With more than three cotyledons, the ridges are invariably indicative of mixed gender:  with 4 cotyledons, it is always 2 males and 2 females and said to represent the 4 days of Igbo week, namely Nkwo, Eke, Oye and Afo.

Five cotyledons symbolize prosperity. With 6 or more cotyledons, the kolanut is carefully re-packaged and put away by the host for a formal celebration – which may call for “isi ewu” in some towns!

A kolanut with only two cotyledons has no ridge. Therefore, it is treated as genderless, condemned as dumb (oji ogbu), and discarded for ceremonial purposes. (Incidentally, having no ridge is the normal lot of cola nitida, which we call “gwuoro”. This species of kolanut is mostly grown for commercial purposes in Northern Nigeria but not used for ceremonial  purposes in Igboland.)

HIERARCHICAL ORDER OF KOLANUTS

The kolanut’s hierarchical worth is determined not by its size, but by the gender makeup of its cotyledons. Thus, a small-sized IKENGA kolanut is more valued than its larger-sized non-IKENGA mate.

Cola accumulata, the variety of kolanut prevalent in Alaigbo, is usually pink in color. as shown on the left. Occasionally, cream-colored kolanuts appear within a pod. Because of its rarity, the oji-ugo is usually valued higher.

Pink is the usual color of Igbo kolanut, unlike the “gwuoro”, which may be pink or white.  However, an Igbo multilobed kolanut may occasionally present in cream color. Such a rare occurrence is called “OJI UGO,” meaning eagle kolanut (the eagle being the king of birds), its rarity enhancing its value hierarchy. Therefore, a cream-colored IKENGA kolanut, regardless of its size, is called EZE OJI.

MALE PRIVILEGE

Women are prohibited from harvesting kolanuts. In fact, they are even culturally barred from picking up the fallen pods; instead, they must engage a male to do so on their behalf – even if he happens to be only a child.

SUMMARY:

  1. The kolanut (cola aciminata) has a special place in Igbo culture.

  2. It usually exists as three or more cotyledons that unite at the core to form ridges.

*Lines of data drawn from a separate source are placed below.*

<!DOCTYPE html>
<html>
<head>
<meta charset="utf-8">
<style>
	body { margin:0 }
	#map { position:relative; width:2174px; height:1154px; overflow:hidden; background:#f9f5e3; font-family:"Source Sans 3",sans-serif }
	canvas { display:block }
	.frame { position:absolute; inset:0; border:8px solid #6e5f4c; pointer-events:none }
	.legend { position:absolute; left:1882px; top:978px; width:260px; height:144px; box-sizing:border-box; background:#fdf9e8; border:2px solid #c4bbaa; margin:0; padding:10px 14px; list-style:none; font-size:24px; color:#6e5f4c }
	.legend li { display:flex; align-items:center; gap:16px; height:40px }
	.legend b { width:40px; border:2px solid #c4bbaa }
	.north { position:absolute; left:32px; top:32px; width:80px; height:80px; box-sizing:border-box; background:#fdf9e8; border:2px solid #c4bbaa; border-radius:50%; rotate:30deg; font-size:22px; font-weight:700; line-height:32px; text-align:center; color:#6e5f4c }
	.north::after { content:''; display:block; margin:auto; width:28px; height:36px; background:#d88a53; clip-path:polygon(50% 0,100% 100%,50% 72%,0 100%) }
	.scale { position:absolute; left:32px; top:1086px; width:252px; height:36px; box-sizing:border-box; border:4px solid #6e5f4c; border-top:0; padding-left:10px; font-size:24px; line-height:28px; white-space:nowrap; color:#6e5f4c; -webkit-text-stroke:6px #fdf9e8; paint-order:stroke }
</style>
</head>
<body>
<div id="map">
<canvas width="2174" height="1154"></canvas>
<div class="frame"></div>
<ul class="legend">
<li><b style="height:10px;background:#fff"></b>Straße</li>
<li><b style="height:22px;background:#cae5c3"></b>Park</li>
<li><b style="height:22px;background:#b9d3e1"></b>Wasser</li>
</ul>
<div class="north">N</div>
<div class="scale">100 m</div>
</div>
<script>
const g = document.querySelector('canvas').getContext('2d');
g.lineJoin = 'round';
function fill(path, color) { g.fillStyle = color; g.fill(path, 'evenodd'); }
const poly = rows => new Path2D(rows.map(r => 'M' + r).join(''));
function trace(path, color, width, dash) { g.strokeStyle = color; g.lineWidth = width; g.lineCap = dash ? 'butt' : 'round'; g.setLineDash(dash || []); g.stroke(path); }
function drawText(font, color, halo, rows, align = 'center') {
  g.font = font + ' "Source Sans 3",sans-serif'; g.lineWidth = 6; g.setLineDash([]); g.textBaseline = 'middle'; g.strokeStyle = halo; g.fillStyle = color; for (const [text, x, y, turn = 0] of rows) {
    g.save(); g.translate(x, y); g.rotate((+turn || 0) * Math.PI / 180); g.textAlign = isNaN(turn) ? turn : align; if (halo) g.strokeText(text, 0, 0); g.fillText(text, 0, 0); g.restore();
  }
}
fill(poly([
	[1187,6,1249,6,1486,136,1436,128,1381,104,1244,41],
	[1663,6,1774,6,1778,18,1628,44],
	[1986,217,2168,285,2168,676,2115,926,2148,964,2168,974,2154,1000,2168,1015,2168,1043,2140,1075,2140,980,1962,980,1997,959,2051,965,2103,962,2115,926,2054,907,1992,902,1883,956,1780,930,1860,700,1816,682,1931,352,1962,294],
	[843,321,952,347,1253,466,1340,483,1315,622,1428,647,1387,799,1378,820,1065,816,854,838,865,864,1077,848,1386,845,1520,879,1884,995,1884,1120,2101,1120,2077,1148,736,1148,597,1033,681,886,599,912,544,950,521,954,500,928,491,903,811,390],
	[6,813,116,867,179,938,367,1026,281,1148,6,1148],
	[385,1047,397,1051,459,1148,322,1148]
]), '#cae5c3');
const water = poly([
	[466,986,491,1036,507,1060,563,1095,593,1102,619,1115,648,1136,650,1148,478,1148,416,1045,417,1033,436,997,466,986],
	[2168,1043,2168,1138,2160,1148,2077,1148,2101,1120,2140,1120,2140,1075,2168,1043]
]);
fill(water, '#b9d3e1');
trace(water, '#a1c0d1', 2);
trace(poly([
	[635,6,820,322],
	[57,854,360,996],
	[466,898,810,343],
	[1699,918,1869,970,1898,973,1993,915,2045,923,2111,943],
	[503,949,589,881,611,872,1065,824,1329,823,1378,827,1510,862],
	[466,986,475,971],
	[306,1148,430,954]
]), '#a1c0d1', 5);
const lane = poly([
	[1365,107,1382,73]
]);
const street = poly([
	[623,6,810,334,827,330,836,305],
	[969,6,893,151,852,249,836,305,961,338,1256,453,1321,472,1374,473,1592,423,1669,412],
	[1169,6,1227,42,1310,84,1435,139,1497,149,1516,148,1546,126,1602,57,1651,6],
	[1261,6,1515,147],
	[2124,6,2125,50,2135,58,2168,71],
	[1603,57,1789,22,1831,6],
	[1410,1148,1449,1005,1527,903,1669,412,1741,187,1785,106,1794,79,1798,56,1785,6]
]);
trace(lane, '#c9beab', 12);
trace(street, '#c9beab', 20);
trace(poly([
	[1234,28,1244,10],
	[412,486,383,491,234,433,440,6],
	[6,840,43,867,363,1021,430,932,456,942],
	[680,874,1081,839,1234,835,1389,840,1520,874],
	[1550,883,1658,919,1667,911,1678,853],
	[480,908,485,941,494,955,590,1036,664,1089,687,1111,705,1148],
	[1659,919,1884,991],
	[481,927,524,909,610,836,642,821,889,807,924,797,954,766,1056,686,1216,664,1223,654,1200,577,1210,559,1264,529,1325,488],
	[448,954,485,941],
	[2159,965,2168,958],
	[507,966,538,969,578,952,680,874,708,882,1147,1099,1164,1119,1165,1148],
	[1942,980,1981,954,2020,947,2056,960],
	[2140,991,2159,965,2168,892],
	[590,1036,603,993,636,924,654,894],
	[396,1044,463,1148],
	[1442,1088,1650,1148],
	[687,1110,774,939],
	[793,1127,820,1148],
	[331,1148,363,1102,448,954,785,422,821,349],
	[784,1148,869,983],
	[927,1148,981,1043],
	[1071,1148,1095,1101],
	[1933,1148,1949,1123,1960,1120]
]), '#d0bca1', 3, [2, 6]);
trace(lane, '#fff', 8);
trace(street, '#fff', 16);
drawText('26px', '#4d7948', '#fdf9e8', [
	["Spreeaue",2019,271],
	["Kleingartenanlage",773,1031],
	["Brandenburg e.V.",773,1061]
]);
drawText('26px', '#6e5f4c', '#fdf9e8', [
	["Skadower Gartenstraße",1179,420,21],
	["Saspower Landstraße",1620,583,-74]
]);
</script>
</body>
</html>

  3. Each cotyledon is assigned a gender which is determined by its ridge configuration.

  4. A male cotyledon has a single ridge running from top to bottom, while a female cotyledon has a ridge that splits in two or more near the bottom. A cotyledon with double female ridging is possible when there are more than four cotyledons.

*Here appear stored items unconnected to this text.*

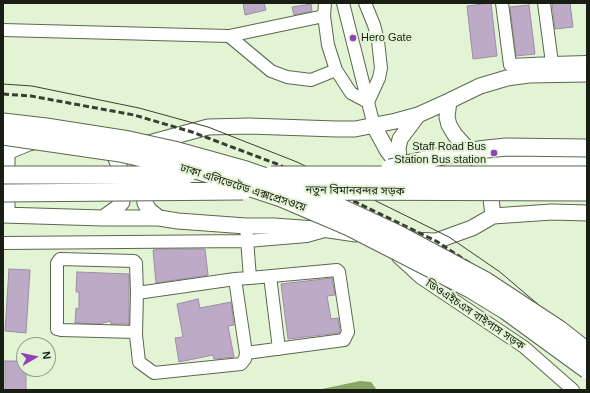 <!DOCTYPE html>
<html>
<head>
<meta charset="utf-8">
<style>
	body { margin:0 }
	#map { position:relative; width:590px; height:393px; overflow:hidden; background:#e3f4d5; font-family:Helvetica,sans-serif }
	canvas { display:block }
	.frame { position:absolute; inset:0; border:4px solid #181e13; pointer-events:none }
	.north { position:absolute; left:16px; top:337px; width:40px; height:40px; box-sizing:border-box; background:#e3f4d5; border:1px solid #929e87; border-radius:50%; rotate:81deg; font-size:11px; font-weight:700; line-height:16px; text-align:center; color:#181e13 }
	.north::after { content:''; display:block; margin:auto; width:14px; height:18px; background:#9242b2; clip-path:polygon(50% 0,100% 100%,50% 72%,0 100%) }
</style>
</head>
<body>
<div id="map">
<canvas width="590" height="393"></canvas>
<div class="frame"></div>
<div class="north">N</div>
</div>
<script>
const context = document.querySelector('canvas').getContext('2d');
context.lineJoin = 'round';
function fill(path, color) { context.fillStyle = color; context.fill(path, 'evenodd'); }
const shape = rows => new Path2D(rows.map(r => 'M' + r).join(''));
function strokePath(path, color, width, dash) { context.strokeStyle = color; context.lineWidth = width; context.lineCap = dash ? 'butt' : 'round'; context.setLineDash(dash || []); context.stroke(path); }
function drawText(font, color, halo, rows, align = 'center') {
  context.font = font + ' Helvetica,"Noto Sans Bengali",sans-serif'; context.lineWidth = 4; context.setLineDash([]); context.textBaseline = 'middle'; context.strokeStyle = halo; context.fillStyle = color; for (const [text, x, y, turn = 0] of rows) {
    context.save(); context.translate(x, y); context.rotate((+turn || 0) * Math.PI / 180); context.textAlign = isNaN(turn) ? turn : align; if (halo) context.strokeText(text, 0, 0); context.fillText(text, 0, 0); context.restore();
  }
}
fill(shape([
	[360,381,371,382,377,390,317,390]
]), '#86a666');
const building = shape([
	[243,3,264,3,266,10,245,15,243,3],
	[491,3,497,56,473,59,467,6,491,3],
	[552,3,570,3,573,27,555,29,552,3],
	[311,4,312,11,294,15,292,7,311,4],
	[529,5,535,54,516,56,510,7,529,5],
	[160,249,205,249,208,275,156,283,153,250,160,249],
	[9,269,30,270,26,333,5,331,9,269],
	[77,272,129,274,129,324,111,324,111,321,99,324,75,323,76,308,79,309,79,292,76,292,77,272],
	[332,278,335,295,327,296,331,319,338,318,340,331,339,333,288,339,281,284,332,278],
	[198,299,200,308,231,302,234,325,228,326,234,357,214,359,213,355,179,362,175,338,183,337,177,304,198,299],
	[5,361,24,361,24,369,26,369,26,390,5,390,5,361]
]);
fill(building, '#bdaac6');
strokePath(building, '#9e8ba6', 1);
const minor = shape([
	[325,3,324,16,328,45,336,70,351,93,368,102,379,78,381,68,378,41,374,25,365,3],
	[343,3,374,126],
	[502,3,510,65,552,63,544,3],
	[3,30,229,36,271,71,287,77,311,80,336,70],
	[229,36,324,16],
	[551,56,552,63,587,62],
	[3,243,247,241,307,236,321,232],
	[398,257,421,278,524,347,573,390],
	[270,276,279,349],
	[235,279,246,353,245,359,241,364,154,373,139,362,136,335,137,293,235,279,250,278,246,226],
	[136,332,61,330,57,329,57,263,60,259,134,261,136,263,137,293],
	[246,353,344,340,348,332,339,272,337,270,250,278]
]);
const major = shape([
	[449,101,447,117,449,125,455,135,481,164,484,170,491,198,493,216],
	[374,126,387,150,406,175],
	[145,144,208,127,249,126,336,129,355,129,396,121,418,115,449,101,480,86,507,78,529,75,587,74],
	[3,152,7,152,29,143,38,141],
	[7,152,7,215],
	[481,164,587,163],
	[402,168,399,157,398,149,400,139,418,115],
	[142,181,145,203,149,210,159,218],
	[3,215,103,218,159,218,178,221,246,226,274,226,329,230,356,234],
	[103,218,117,208,122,202,123,182,119,166,112,149],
	[410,240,436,241,472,228,493,216,552,212,587,213]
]);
strokePath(minor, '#5a684d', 14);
strokePath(major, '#5a684d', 17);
strokePath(minor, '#fff', 12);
strokePath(major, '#fff', 15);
strokePath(shape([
	[3,84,32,86,139,108,208,127,297,162,449,237,500,272,587,346]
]), '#373f31', 1);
strokePath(shape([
	[3,94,31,96,134,115,192,132,277,164,436,241,494,279,572,342,587,357]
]), '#373f31', 3, [6, 3]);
const highwayBridge = shape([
	[3,122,46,127,129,140,174,150,246,170,275,180,329,202,398,234,486,281,559,329,587,351],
	[3,136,120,153,199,171,281,198,349,227,470,289,506,311,587,370],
	[390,168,455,153,487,149,506,147,587,148],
	[3,175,187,175],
	[271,175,587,175],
	[311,191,587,192],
	[3,193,243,191]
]);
strokePath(highwayBridge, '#5a684d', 19, []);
strokePath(highwayBridge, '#fff', 17);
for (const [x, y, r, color] of [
	[353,38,4,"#9242b2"],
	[494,153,4,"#9242b2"]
]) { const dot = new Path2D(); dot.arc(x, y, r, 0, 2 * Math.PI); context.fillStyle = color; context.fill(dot); strokePath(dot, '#e3f4d5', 1.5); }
drawText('11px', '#181e13', '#e3f4d5', [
	["Hero Gate",361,38],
	["Staff Road Bus",486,147,"right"],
	["Station Bus station",486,160,"right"]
], 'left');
drawText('11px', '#181e13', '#e3f4d5', [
	["ঢাকা এলিভেটেড এক্সপ্রেসওয়ে",243,188,18],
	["নতুন বিমানবন্দর সড়ক",355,191,1],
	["ডিওএইচএস বাইপাস সড়ক",475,315,34]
]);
</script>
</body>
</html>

  5. The hierarchical value of a kolanut is based on its composite ridge configuration as determined when broken rather than its size, the all-male tri-cotyledonous IKENGA attracting the highest recognition.

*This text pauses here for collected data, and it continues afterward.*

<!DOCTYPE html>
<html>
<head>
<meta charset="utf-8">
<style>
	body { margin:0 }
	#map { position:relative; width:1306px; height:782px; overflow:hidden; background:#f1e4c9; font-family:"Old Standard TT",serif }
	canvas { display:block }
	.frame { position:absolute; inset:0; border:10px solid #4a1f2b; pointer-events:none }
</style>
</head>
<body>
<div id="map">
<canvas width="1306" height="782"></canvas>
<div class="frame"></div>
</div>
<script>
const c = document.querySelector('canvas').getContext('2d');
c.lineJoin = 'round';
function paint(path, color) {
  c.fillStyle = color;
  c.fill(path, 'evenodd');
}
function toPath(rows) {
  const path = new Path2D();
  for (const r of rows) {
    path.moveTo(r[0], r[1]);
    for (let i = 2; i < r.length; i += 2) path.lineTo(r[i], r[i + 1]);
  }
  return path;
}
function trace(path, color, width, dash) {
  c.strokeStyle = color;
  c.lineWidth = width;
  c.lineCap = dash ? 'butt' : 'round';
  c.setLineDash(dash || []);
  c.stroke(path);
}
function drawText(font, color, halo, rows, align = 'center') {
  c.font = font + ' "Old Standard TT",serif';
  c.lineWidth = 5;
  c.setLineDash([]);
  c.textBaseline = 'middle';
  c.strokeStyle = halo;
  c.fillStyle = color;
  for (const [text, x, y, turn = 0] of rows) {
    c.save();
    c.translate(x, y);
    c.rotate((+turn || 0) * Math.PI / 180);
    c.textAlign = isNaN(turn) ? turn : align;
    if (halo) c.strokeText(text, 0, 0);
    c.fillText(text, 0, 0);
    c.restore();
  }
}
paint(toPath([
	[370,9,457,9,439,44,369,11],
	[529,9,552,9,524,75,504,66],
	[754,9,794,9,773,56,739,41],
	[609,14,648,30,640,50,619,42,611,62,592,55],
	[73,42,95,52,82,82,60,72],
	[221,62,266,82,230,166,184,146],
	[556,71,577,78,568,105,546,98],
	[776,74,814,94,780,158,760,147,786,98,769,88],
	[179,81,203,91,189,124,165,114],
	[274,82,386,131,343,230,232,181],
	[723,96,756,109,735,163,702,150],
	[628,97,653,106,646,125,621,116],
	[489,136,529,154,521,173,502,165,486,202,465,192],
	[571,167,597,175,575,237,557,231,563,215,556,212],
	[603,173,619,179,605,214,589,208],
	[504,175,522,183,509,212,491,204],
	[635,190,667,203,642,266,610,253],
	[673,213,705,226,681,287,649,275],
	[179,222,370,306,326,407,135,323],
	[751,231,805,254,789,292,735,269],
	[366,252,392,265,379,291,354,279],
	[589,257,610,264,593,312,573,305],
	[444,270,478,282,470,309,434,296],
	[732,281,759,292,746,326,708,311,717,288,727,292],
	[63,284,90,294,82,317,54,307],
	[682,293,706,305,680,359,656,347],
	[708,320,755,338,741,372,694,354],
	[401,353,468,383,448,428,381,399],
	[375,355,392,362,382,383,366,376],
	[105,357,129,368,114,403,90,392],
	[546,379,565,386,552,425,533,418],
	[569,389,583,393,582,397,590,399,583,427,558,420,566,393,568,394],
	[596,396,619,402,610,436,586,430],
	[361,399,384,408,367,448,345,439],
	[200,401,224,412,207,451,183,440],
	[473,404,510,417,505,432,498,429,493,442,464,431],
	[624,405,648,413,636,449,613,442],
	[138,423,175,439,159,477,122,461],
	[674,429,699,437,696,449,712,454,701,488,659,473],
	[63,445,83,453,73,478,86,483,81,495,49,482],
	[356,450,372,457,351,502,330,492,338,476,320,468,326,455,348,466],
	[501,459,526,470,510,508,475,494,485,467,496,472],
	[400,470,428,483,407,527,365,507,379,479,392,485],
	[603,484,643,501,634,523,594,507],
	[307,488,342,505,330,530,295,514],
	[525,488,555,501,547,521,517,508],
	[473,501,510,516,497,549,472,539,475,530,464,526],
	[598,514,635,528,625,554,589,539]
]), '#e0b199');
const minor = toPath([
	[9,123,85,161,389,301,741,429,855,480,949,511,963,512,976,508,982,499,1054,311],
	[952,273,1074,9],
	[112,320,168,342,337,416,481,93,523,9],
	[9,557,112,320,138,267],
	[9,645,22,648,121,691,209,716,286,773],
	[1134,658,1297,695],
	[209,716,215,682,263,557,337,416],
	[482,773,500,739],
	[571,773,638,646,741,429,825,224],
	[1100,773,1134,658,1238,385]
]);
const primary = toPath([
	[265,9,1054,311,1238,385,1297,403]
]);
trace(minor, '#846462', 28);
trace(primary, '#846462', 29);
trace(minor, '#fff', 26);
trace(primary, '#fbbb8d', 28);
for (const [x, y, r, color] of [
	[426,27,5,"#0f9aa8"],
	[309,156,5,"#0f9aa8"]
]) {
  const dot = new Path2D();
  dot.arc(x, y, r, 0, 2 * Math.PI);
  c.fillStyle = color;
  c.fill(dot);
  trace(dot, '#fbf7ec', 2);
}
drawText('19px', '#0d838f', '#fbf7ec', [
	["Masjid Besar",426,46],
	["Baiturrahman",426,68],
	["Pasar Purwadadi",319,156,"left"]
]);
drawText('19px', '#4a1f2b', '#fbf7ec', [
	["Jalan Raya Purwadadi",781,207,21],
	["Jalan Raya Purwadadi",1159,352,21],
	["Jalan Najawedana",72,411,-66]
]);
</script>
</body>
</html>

  6. A kolanut with only two cotyledons naturally has no ridge. For that reason, it is regarded as genderless and therefore has no cultural value.

  7. Usually pink in color, the Igbo kolanut occasionally comes in cream color, which is accorded higher social value, presumably due to its rarity.

  8. The highest-valued kolanut is the cream-colored IKENGA known as EZE OJI.

Now you have reason to appreciate and endure the bitter taste of the kolanut: it is the Igbo antecedent of the Christian Holy Communion.